The Fredonia: A Good Idea

The Fredonia: A Good Idea June 1, 2018

There is a little miracle in the city of Nacogdoches, Texas: the Fredonia Hotel. Built in 1955, the hotel had gone the way of downtown hotels in America: decay and closure. Evidently a family bought the place and sold shares to the community (shades of the Green Bay Packers) and reopened the place.

It is fabulous. 


The restoration embraced the vision of the original builders with modern touches. The lobby is lovely, the food, the pool, all spot on. This is 1955 better, integrated, with Internet. The hallways look like new versions of hallways I am just too young to have seen in good shape.
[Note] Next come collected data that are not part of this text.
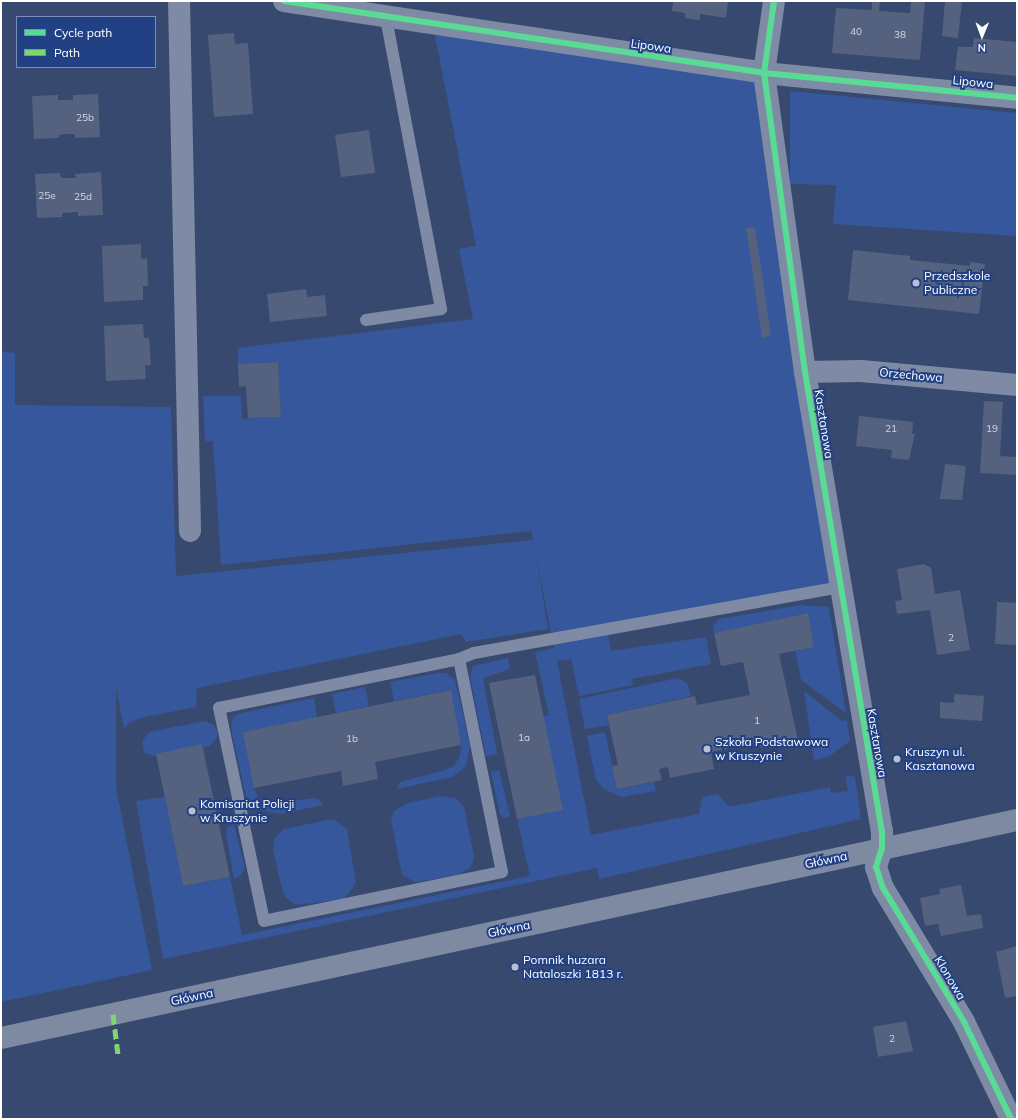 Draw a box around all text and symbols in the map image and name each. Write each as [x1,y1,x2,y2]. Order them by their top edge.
legend [16,16,156,68]
north arrow [962,16,1002,56]
text: Cycle path [54,25,112,40]
house number: 40 [850,26,862,38]
house number: 38 [894,29,906,41]
street label: Lipowa [630,36,672,56]
text: N [978,41,986,55]
text: Path [54,45,80,60]
street label: Lipowa [952,73,994,91]
house number: 25b [76,112,94,124]
house number: 25e [38,190,56,202]
house number: 25d [74,191,92,203]
place label: Przedszkole Publiczne [924,269,990,297]
marker: Przedszkole Publiczne [911,278,921,288]
street label: Orzechowa [879,365,943,385]
street label: Kasztanowa [811,388,837,460]
house number: 21 [885,423,897,435]
house number: 19 [986,423,998,435]
house number: 2 [948,632,954,644]
street label: Kasztanowa [864,707,890,779]
house number: 1 [754,715,760,727]
house number: 1a [518,732,530,744]
house number: 1b [346,733,358,745]
place label: Szkoła Podstawowa w Kruszynie [715,735,828,763]
marker: Szkoła Podstawowa w Kruszynie [702,744,712,754]
place label: Kruszyn ul. Kasztanowa [905,745,975,773]
marker: Kruszyn ul. Kasztanowa [892,754,902,764]
place label: Komisariat Policji w Kruszynie [200,797,294,825]
marker: Komisariat Policji w Kruszynie [187,806,197,816]
street label: Główna [803,848,849,872]
street label: Główna [486,917,532,941]
place label: Pomnik huzara Nataloszki 1813 r. [523,953,623,981]
street label: Klonowa [931,953,969,1003]
marker: Pomnik huzara Nataloszki 1813 r. [510,962,520,972]
street label: Główna [169,985,215,1009]
house number: 2 [889,1033,895,1045]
All my life any fragment of this architecture was run down and about to be replaced.

Things are better today when it comes to HVAC and comfort and The Fredonia goes along, but things are worse (generally) when it comes to service. I am pleased to report that the staff was unfailingly 1955 polite with 2018 diversity: outstanding.

Since you may never get to Nacogdoches (sadly for you), why care?

The Fredonia reminded me of two simple truths.

Preserving older things has value. 

1950’s architecture is not, generally, the heights of human design. This is not the Parthenon. Yet the Fredonia was what it was and keeping that fresh is good. Why? Beauty is and it breaks through in many ways including the Star Trek chairs (the show was really a late 1960’s call back to 1955) and artistic use of beige. That is hard to do and the Fredonia shows it can be done.

When people rush to destroy and build anew, we love the architectural voices that dare to say that putting mirrors everywhere could be interesting. You can people watch at every angel in the Fredonia, windows, mirrors, and reflective surfaces make it so.

If we tear down all of 1955, then it is gone forever and the people of 1955 still have something to say. We could, after all, do worse than a bit of Dwight David Eisenhower just now.

Embrace what you are, don’t try to be something else. 

I once worked at a place with original buildings from the 1960’s. When not trying to destroy them, the general plan seemed to be to make them look like they were built in the 1890’s. This was an error.

Perhaps nobody dislikes the 1960’s space age aesthetic more than I do if I were building a new building today, but to try to put a different skin on a 1960’s building is an error. Embrace the design. Let it be what it was, with a few gentle tweaks.

As I thought about both these simple truths here in the Fredonia, I realized that this was decent life advice. I was young, now I am old: 1963 product. I must embrace who I am: almost 55. This is good. Nobody needs a 1963 human trying to be a 2018.

Yet we need not be stuck: I can learn. Lord have mercy for the sins of my youth. Lord help me to embrace the best of 2018 in this 1963 model human.